Material for this exercise Start Marker

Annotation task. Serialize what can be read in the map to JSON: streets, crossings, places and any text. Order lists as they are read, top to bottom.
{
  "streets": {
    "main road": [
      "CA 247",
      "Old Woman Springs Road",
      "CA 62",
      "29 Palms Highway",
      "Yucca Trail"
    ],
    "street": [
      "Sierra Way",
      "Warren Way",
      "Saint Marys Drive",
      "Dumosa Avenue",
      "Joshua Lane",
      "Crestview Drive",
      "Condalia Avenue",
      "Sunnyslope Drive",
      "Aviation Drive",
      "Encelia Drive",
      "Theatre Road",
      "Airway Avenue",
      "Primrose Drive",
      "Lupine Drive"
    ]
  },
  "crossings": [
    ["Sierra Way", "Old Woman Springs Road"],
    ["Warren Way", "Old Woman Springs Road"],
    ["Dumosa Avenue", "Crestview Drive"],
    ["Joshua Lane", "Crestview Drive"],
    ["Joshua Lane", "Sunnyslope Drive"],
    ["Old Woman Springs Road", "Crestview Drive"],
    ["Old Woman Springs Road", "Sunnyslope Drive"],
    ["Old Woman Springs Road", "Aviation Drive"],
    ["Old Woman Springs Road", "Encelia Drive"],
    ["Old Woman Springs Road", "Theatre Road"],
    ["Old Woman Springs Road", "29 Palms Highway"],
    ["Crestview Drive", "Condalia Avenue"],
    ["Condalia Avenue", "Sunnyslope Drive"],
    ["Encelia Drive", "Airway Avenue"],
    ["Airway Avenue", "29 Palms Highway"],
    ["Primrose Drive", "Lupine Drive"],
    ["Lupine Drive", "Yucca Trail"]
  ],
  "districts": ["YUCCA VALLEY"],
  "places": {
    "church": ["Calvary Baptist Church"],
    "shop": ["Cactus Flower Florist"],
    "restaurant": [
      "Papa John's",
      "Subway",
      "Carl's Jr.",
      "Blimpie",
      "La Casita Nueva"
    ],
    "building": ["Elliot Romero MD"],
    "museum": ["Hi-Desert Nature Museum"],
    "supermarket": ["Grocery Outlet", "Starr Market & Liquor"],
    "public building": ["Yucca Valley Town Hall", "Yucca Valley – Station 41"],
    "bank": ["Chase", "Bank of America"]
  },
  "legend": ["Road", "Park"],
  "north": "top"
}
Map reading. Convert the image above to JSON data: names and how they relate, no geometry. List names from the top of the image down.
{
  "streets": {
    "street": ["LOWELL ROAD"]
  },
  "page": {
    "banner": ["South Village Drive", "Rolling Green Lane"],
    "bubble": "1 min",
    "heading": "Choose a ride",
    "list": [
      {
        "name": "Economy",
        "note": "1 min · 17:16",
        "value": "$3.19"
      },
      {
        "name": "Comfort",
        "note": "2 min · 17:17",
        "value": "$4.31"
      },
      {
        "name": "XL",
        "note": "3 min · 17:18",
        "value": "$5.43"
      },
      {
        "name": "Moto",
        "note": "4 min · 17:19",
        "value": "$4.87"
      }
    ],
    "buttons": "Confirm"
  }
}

Material for this exercise End Marker

* [Exercise prompt]
No line may be altered or left out when the data is written out.

* [Completed exercise]
Annotation task. Serialize what can be read in the map to JSON: streets, crossings, places and any text. Order lists as they are read, top to bottom.
{
  "streets": {
    "main road": [
      "CA 247",
      "Old Woman Springs Road",
      "CA 62",
      "29 Palms Highway",
      "Yucca Trail"
    ],
    "street": [
      "Sierra Way",
      "Warren Way",
      "Saint Marys Drive",
      "Dumosa Avenue",
      "Joshua Lane",
      "Crestview Drive",
      "Condalia Avenue",
      "Sunnyslope Drive",
      "Aviation Drive",
      "Encelia Drive",
      "Theatre Road",
      "Airway Avenue",
      "Primrose Drive",
      "Lupine Drive"
    ]
  },
  "crossings": [
    ["Sierra Way", "Old Woman Springs Road"],
    ["Warren Way", "Old Woman Springs Road"],
    ["Dumosa Avenue", "Crestview Drive"],
    ["Joshua Lane", "Crestview Drive"],
    ["Joshua Lane", "Sunnyslope Drive"],
    ["Old Woman Springs Road", "Crestview Drive"],
    ["Old Woman Springs Road", "Sunnyslope Drive"],
    ["Old Woman Springs Road", "Aviation Drive"],
    ["Old Woman Springs Road", "Encelia Drive"],
    ["Old Woman Springs Road", "Theatre Road"],
    ["Old Woman Springs Road", "29 Palms Highway"],
    ["Crestview Drive", "Condalia Avenue"],
    ["Condalia Avenue", "Sunnyslope Drive"],
    ["Encelia Drive", "Airway Avenue"],
    ["Airway Avenue", "29 Palms Highway"],
    ["Primrose Drive", "Lupine Drive"],
    ["Lupine Drive", "Yucca Trail"]
  ],
  "districts": ["YUCCA VALLEY"],
  "places": {
    "church": ["Calvary Baptist Church"],
    "shop": ["Cactus Flower Florist"],
    "restaurant": [
      "Papa John's",
      "Subway",
      "Carl's Jr.",
      "Blimpie",
      "La Casita Nueva"
    ],
    "building": ["Elliot Romero MD"],
    "museum": ["Hi-Desert Nature Museum"],
    "supermarket": ["Grocery Outlet", "Starr Market & Liquor"],
    "public building": ["Yucca Valley Town Hall", "Yucca Valley – Station 41"],
    "bank": ["Chase", "Bank of America"]
  },
  "legend": ["Road", "Park"],
  "north": "top"
}
Map reading. Convert the image above to JSON data: names and how they relate, no geometry. List names from the top of the image down.
{
  "streets": {
    "street": ["LOWELL ROAD"]
  },
  "page": {
    "banner": ["South Village Drive", "Rolling Green Lane"],
    "bubble": "1 min",
    "heading": "Choose a ride",
    "list": [
      {
        "name": "Economy",
        "note": "1 min · 17:16",
        "value": "$3.19"
      },
      {
        "name": "Comfort",
        "note": "2 min · 17:17",
        "value": "$4.31"
      },
      {
        "name": "XL",
        "note": "3 min · 17:18",
        "value": "$5.43"
      },
      {
        "name": "Moto",
        "note": "4 min · 17:19",
        "value": "$4.87"
      }
    ],
    "buttons": "Confirm"
  }
}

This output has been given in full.